> Open source just means you have access to the source code. Which you do. No, t...

nuancebydefault · 2025-01-29T18:28:28 1738175308

The weights, which are part of the source, are open. Now you are arguing it not being open source because they don't provide the source for that part of the source. If you follow that reasoning you can ad infinitum claim the absence of sources since every source originates from something.

Kerbonut · 2025-01-30T05:53:59 1738216439

The source is the training data and the code used to turn the training data _into_ the weights. Thus GP is correct, the weights are more akin to a binary from a traditional compiler.

nuancebydefault · 2025-01-30T19:11:11 1738264271

To me this 'source' requirement does not make sense. It is not that you bring training data and the application together and press a train button, there's much more actions involved.

Also the training data is of a massive amount.

Additionally, what about human in the loop training, do you deliver humans as part of the source?

JumpCrisscross · 2025-01-29T15:56:26 1738166186

> they also fail even that test. Neither Meta nor DeepSeek have released the source code of the

This debate is over and makes the open source community look silly. Open model and weights is, practically speaking, open source for LLMs.

I have tremendous respect for FOSS and those who build and maintain it. But arguing for open training data means only toy models can practically exist. As a result, the practical definition will prevail. And if the only people putting forward a practical definition are Meta et al, this is what you get: source available.

sho_hn · 2025-01-29T16:02:43 1738166563

I'm not arguing for open training data BTW, and the problem is exactly this sort of myopic focus on the concerns of the AI community and the benefits of open-washing marketing.

Completely, fully breaking the meaning of the term "open source" is causing collateral damage outside the AI topic, that's where it really hurts. The open source principle is still useful and necessary, and we need words to communicate about it and raise correct expectations and apply correct standards. As a dev you very likely don't want to live in a tech environment where we regress on this.

It's not "source available" either. There's no source. It's freeware.

"I can download it and run it" isn't open source.

I'm actually not too worried that people won't eventually re-discover the same needs that open source originally discovered, but it's pretty lame if we lose a whole bunch of time and effort to re-learn some lessons yet again.

JumpCrisscross · 2025-01-29T16:12:59 1738167179

> it's pretty lame if we lose a whole bunch of time and effort to re-learn some lessons yet again

We need to relearn because we need a different definition for LLMs. One that works in practice, not just at the peripheries.

Maybe we can have FOSS LLMs vs open-source ones, like we do with software licenses. The former refers to the hardcore definition. The latter the practical (and widely used) one.

sho_hn · 2025-01-29T16:14:25 1738167265

Sure, I don't disagree. I fully understand the open-weights folks looking for a word to communicate their approach and its benefits, and I support them in doing so. It's just a shame they picked this one in - and that's giving folks a lot of benefit of the doubt - a snap judgement.

> Maybe we can have FOSS LLMs vs open-source ones, like we do with software licenses.

Why not just call them freeware LLMs, which would be much more accurate?

There's nothing "hardcore" or "zealot" about not calling these open source LLMs because there's just ... absolutely nothing there that you call open source in any way. We don't call any other freeware "open source" for being a free download with a limited use license.

This is just "we chose a word to communicate we are different from the other guys". In games, they chose to call it "free to play (f2p)" when addressing a similar issue (but it's also not a great fit since f2p games usually have a server dependency).

JumpCrisscross · 2025-01-29T16:32:00 1738168320

> Why not just call them freeware LLMs, which would be much more accurate?

Most of the public is unfamiliar with the term. And with some of the FOSS community arguing for open training data, it was easy to overrule them and take the term.

sho_hn · 2025-01-29T16:50:50 1738169450

Most of the public is also unfamiliar with the term open source, and I'm not sure they did themselves any favors by picking one that invites far more questions and needs for explanation.

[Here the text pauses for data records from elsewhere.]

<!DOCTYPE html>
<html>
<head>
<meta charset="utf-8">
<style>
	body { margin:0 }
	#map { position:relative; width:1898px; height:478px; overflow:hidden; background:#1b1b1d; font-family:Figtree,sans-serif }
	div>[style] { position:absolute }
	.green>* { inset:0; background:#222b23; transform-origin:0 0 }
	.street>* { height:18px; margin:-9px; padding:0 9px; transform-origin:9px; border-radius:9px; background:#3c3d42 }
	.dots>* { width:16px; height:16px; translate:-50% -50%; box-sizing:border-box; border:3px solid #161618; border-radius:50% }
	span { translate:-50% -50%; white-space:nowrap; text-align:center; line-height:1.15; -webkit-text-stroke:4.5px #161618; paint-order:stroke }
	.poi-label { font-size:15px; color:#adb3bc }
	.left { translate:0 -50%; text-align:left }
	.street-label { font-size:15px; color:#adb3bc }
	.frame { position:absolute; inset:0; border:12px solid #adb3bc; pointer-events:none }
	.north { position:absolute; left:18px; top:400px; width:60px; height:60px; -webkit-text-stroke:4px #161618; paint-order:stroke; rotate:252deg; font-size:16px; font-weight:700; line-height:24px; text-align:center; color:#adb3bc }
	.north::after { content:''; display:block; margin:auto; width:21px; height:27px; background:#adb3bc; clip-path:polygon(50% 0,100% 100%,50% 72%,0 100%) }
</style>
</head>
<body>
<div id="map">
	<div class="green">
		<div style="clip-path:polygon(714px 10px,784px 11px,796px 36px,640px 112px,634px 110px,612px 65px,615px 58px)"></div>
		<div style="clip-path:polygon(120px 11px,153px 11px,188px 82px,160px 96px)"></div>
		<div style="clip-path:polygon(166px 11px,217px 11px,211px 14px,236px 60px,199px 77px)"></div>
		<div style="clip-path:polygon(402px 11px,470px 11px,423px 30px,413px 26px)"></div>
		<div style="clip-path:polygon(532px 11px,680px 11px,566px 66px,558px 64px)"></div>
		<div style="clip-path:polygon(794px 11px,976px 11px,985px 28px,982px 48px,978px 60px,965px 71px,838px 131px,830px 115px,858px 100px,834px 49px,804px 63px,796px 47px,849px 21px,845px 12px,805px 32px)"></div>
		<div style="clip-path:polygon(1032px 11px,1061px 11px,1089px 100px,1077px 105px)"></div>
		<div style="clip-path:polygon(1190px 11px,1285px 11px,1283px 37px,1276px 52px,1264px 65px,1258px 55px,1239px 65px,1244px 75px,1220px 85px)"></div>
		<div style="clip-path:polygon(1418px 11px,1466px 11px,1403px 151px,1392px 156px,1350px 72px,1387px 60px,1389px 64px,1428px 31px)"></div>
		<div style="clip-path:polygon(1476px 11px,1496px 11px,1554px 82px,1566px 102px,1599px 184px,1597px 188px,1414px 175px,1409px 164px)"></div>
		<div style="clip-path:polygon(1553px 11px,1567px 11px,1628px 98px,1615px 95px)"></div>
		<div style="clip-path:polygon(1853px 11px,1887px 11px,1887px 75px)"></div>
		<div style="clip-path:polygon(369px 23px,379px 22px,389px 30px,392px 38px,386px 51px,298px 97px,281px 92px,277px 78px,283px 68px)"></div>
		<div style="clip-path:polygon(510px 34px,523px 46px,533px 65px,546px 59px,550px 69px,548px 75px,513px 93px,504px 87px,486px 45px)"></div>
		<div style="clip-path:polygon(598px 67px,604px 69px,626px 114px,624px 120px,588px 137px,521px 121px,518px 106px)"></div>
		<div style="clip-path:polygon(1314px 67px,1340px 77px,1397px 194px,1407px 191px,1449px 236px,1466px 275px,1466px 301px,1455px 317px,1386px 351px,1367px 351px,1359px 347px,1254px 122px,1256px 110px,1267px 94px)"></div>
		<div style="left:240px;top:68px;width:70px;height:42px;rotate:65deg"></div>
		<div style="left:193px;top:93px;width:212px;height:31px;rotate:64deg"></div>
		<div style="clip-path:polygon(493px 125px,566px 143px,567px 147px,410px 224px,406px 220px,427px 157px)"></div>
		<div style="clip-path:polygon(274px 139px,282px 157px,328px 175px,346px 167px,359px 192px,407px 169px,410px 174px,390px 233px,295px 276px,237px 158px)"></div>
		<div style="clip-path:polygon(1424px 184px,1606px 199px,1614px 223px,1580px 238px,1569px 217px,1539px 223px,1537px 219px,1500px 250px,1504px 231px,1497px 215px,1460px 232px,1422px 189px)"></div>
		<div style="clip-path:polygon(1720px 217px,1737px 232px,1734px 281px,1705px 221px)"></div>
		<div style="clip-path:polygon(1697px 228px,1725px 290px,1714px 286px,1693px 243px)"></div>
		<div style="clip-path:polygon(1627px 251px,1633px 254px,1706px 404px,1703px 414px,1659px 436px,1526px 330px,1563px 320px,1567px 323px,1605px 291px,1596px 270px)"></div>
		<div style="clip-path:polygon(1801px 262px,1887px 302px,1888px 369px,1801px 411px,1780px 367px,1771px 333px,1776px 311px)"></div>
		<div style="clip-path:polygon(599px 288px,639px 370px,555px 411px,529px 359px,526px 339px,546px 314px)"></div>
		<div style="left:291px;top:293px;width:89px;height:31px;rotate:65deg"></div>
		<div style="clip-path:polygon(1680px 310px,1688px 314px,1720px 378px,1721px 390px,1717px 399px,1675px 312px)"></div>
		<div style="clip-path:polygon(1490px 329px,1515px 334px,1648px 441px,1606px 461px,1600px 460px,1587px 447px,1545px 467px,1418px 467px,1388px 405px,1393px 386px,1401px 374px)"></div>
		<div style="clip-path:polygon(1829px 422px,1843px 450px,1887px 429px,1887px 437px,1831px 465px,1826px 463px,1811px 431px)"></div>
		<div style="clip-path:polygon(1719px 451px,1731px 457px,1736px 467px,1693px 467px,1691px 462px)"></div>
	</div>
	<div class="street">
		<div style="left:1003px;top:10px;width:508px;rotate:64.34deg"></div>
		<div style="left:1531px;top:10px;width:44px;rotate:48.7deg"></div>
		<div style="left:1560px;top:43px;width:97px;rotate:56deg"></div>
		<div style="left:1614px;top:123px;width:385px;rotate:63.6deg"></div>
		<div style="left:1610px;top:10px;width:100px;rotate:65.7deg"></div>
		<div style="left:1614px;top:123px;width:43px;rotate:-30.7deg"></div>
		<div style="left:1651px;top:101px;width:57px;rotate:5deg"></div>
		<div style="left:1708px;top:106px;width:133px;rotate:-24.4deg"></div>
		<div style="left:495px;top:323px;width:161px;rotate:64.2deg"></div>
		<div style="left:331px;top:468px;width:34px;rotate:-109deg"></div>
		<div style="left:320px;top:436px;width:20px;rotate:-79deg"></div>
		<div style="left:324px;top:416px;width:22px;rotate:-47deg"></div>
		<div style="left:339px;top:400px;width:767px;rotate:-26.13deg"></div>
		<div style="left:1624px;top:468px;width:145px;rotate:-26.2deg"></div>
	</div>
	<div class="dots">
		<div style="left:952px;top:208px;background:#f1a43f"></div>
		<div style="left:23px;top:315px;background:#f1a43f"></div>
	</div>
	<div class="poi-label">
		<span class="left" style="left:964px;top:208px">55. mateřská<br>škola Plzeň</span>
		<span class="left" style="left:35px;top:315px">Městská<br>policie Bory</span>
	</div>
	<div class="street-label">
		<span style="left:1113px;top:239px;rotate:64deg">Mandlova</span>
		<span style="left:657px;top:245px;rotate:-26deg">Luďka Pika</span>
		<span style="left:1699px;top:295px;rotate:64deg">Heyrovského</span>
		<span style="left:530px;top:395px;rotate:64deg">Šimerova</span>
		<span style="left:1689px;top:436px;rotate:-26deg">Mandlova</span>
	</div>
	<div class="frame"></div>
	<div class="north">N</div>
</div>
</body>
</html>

In that sense, it may have accomplished little but its harmful effects.

I get your overall take is "this is just how things go in language", but you can escalate that non-caring perspective all the way to entropy and the heat death of the universe, and I guess I prefer being an element that creates some structure in things, however fleeting.

JumpCrisscross · 2025-01-29T18:01:45 1738173705

> Most of the public is also unfamiliar with the term open source

I’d argue otherwise. (Familiar with, not know.) Particularly in policy circles.

> picking one that invites far more questions and needs for explanation

There wasn't ever a debate. And now, not even the OSI demands training data. (It couldn’t. It, too, would be ignored.)

Flimm · 2025-01-29T16:54:47 1738169687

The only practical and widely used definition of open source is the one known as the Open Source Definition published by the OSI.

The set of free/libre licenses (as defined by the FSF) is almost identical to the set of open sources licenses (as defined by the OSI).

The debate within FOSS communities has been between copyleft licenses like the GPL, and permissive licenses like the MIT licence. Both copyleft and permissive licenses are considered free/libre by the FSF, and both of them are considered open source by the OSI.